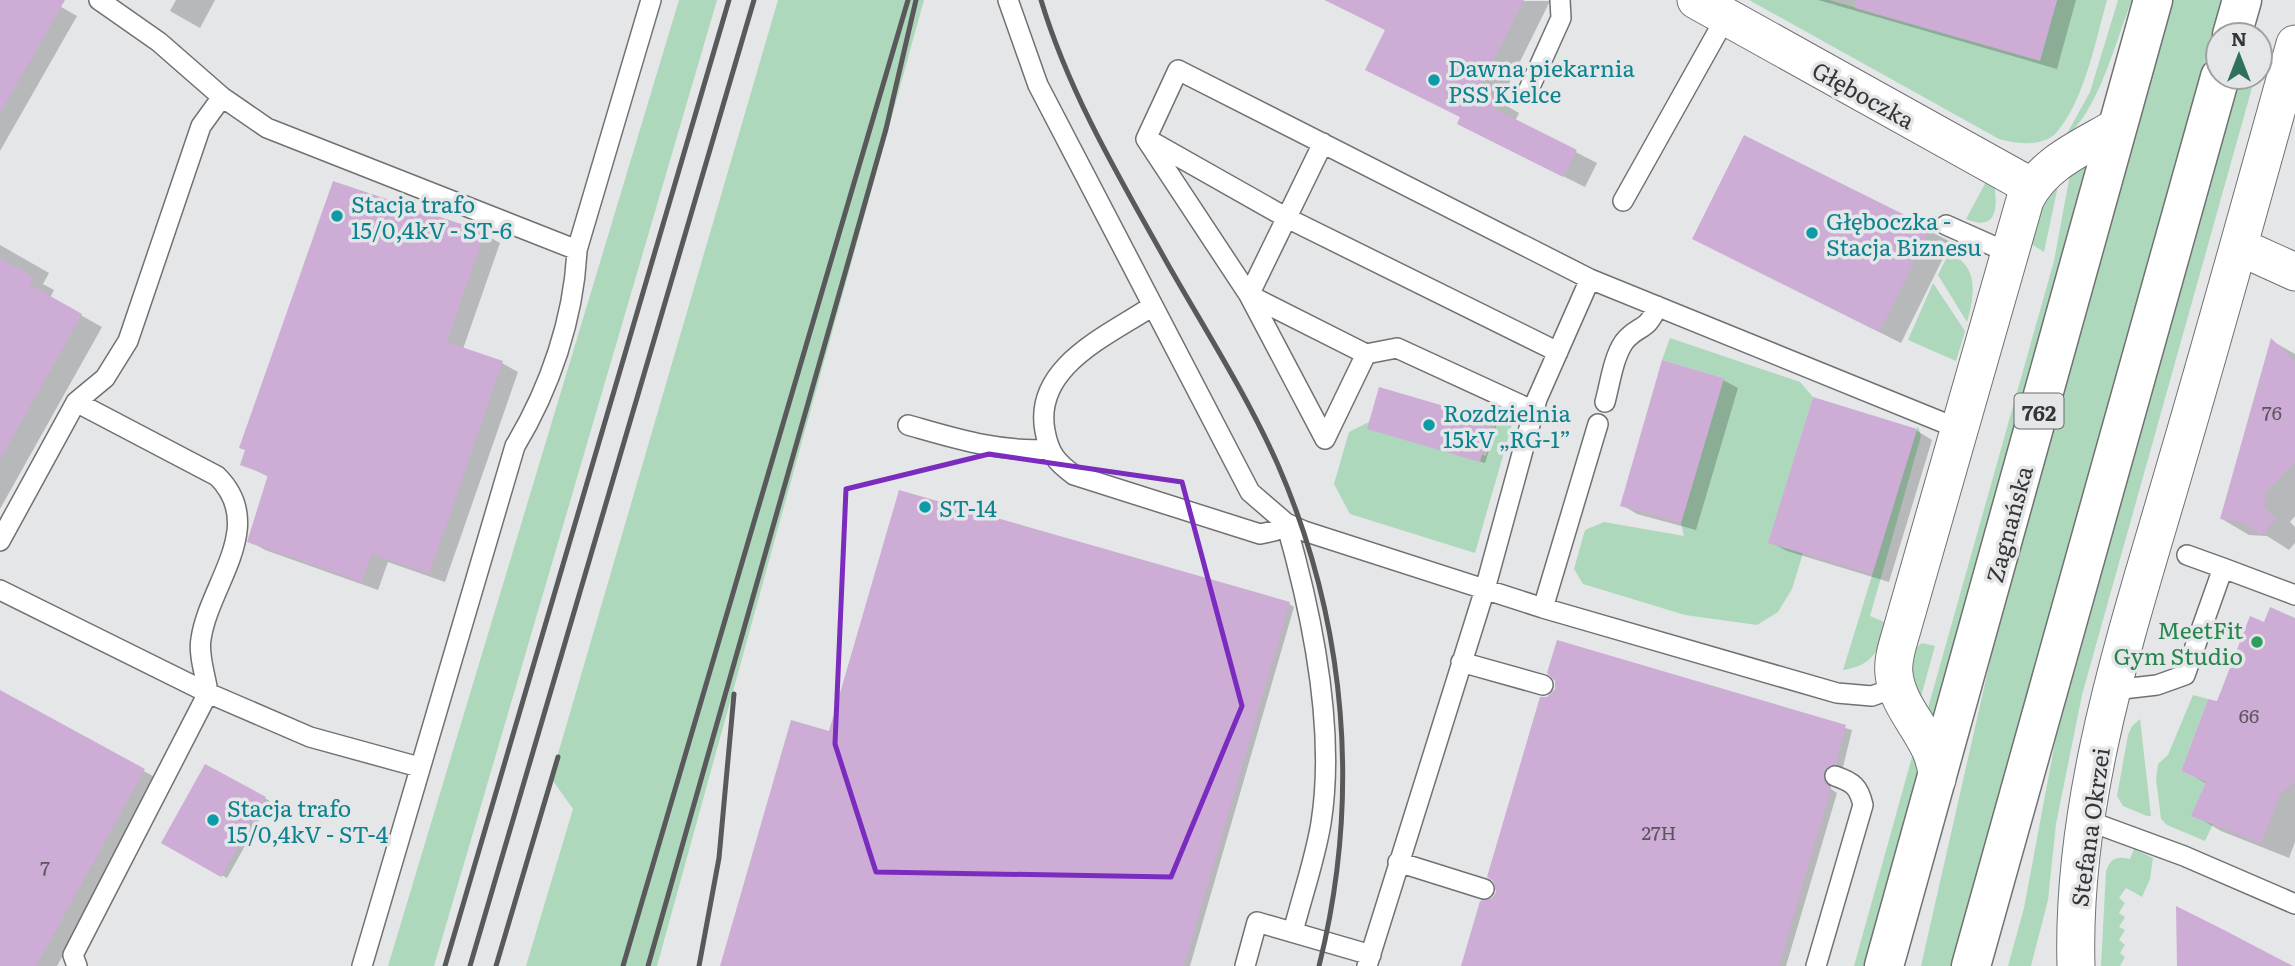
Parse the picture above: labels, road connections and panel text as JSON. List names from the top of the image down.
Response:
{
  "streets": {
    "main road": ["762", "Zagnańska"],
    "street": ["Głęboczka", "Stefana Okrzei"]
  },
  "places": [
    "Dawna piekarnia PSS Kielce",
    "Stacja trafo 15/0,4kV - ST-6",
    "Głęboczka - Stacja Biznesu",
    "Rozdzielnia 15kV „RG-1”",
    "ST-14",
    "MeetFit Gym Studio",
    "Stacja trafo 15/0,4kV - ST-4"
  ],
  "house_numbers": [
    "76",
    "66",
    "27H",
    "7"
  ],
  "north": "top"
}
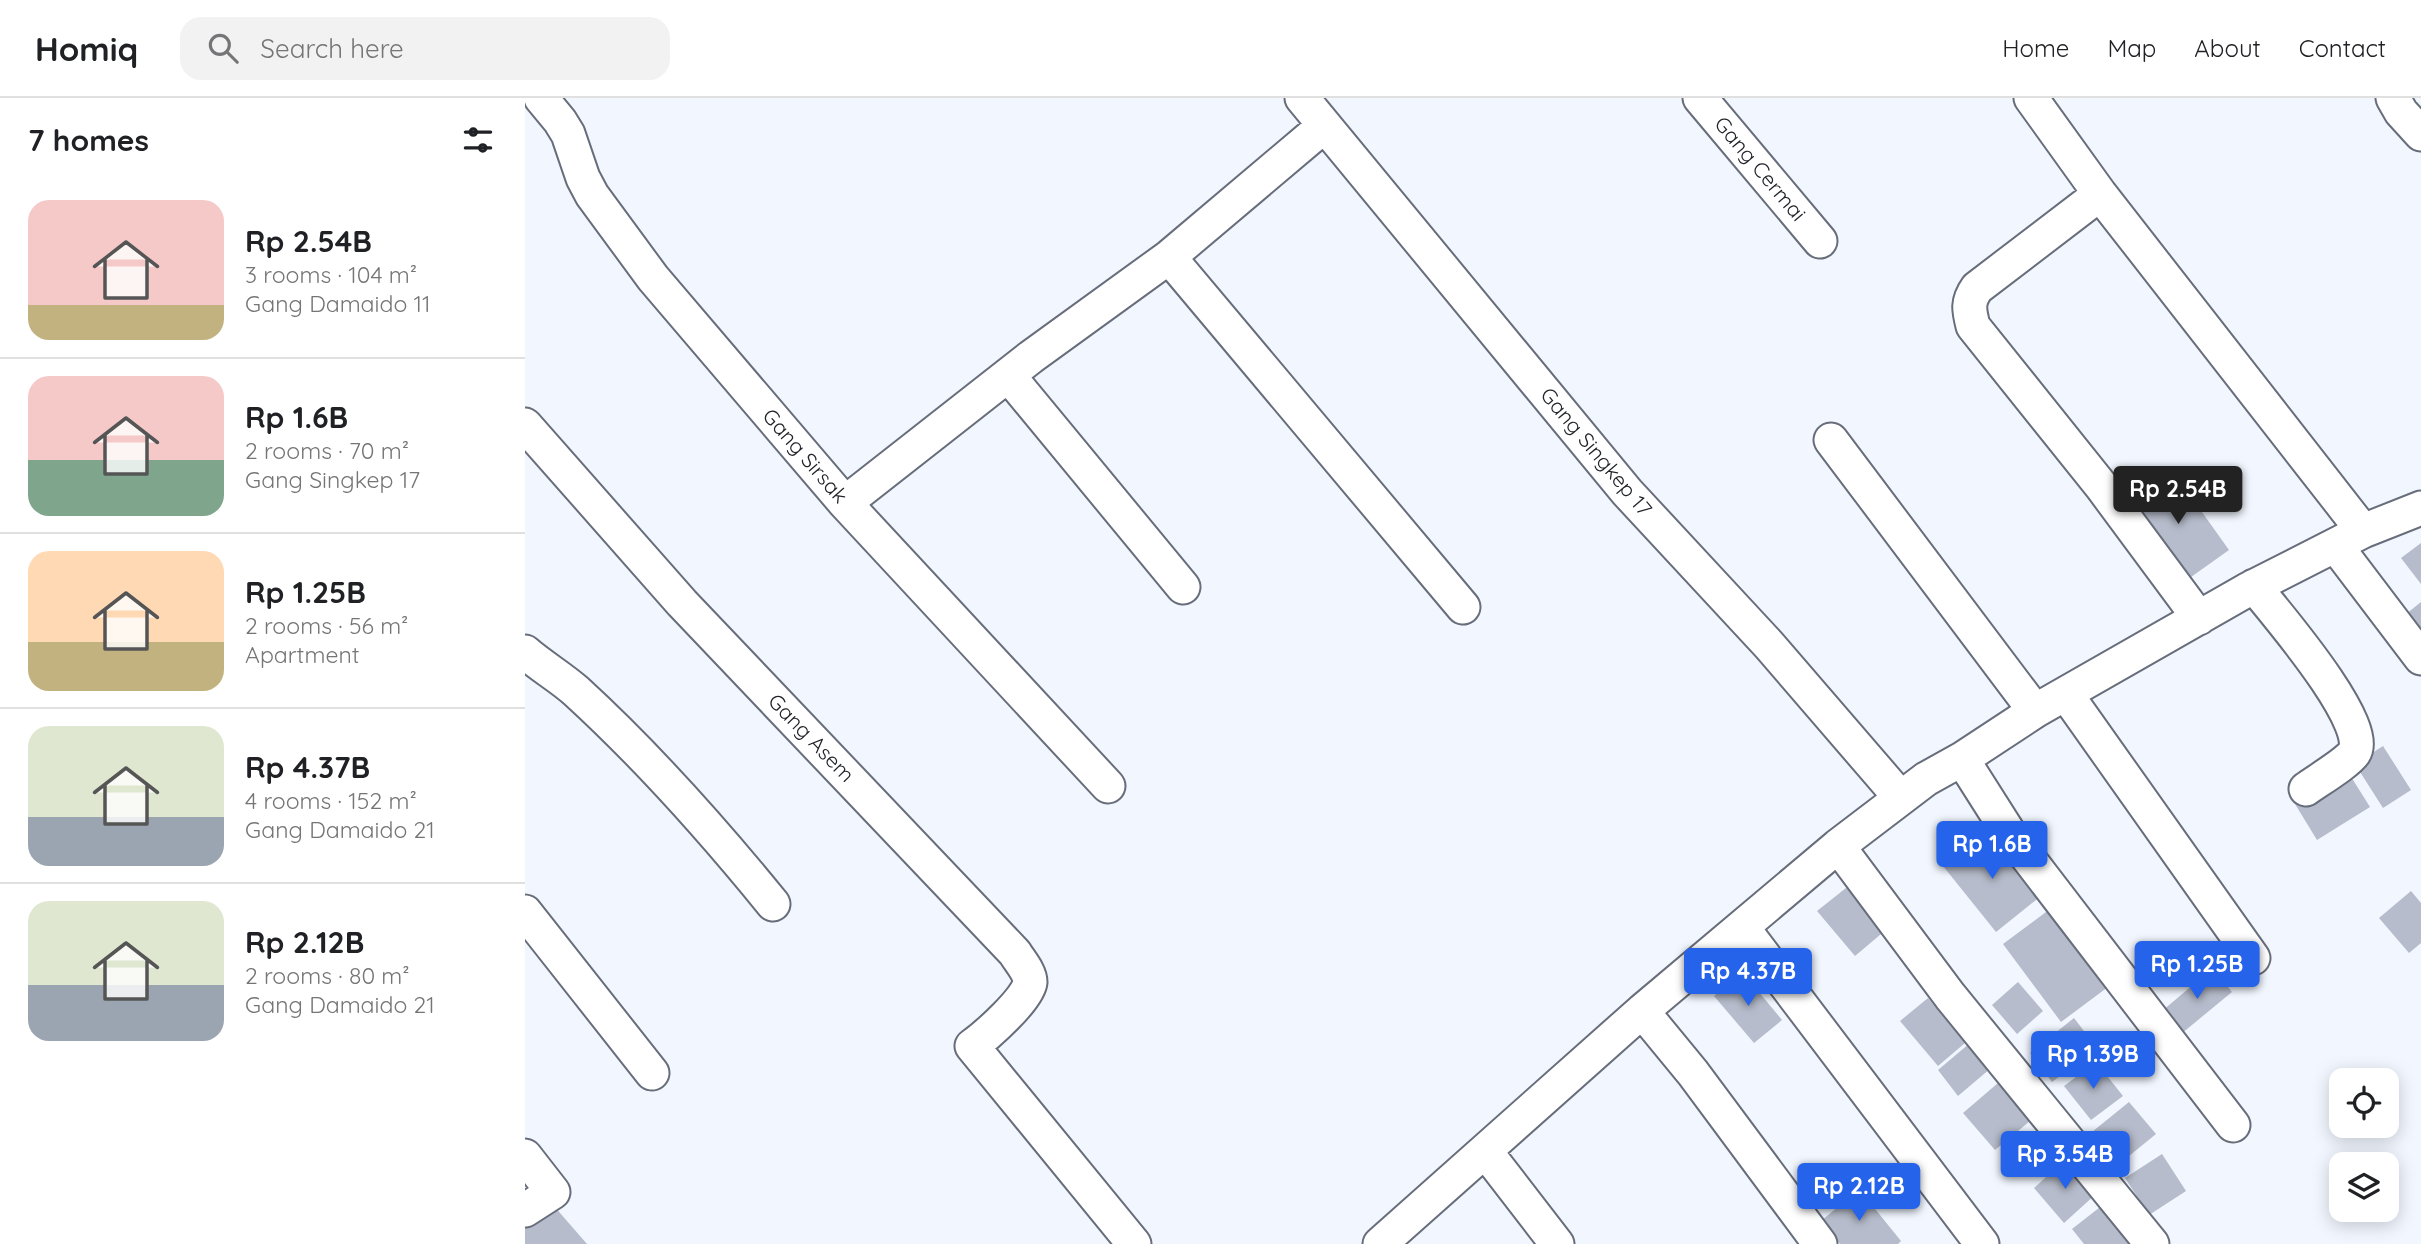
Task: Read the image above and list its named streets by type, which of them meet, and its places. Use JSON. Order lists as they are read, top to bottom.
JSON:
{
  "streets": {
    "street": [
      "Gang Cermai",
      "Gang Singkep 17",
      "Gang Sirsak",
      "Gang Asem"
    ]
  },
  "page": {
    "header": "Homiq",
    "search": "Search here",
    "nav": [
      "Home",
      "Map",
      "About",
      "Contact"
    ],
    "heading": "7 homes",
    "list": [
      {
        "name": "Rp 2.54B",
        "note": "3 rooms · 104 m² · Gang Damaido 11"
      },
      {
        "name": "Rp 1.6B",
        "note": "2 rooms · 70 m² · Gang Singkep 17"
      },
      {
        "name": "Rp 1.25B",
        "note": "2 rooms · 56 m² · Apartment"
      },
      {
        "name": "Rp 4.37B",
        "note": "4 rooms · 152 m² · Gang Damaido 21"
      },
      {
        "name": "Rp 2.12B",
        "note": "2 rooms · 80 m² · Gang Damaido 21"
      }
    ],
    "price": [
      "Rp 2.54B",
      "Rp 1.6B",
      "Rp 1.25B",
      "Rp 4.37B",
      "Rp 1.39B",
      "Rp 3.54B",
      "Rp 2.12B"
    ]
  }
}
+-------+
Using the listing, collect all lines in which the string "above" is found.

Parse the picture above: labels, road connections and panel text as JSON. List names from the top of the image down.
Task: Read the image above and list its named streets by type, which of them meet, and its places. Use JSON. Order lists as they are read, top to bottom.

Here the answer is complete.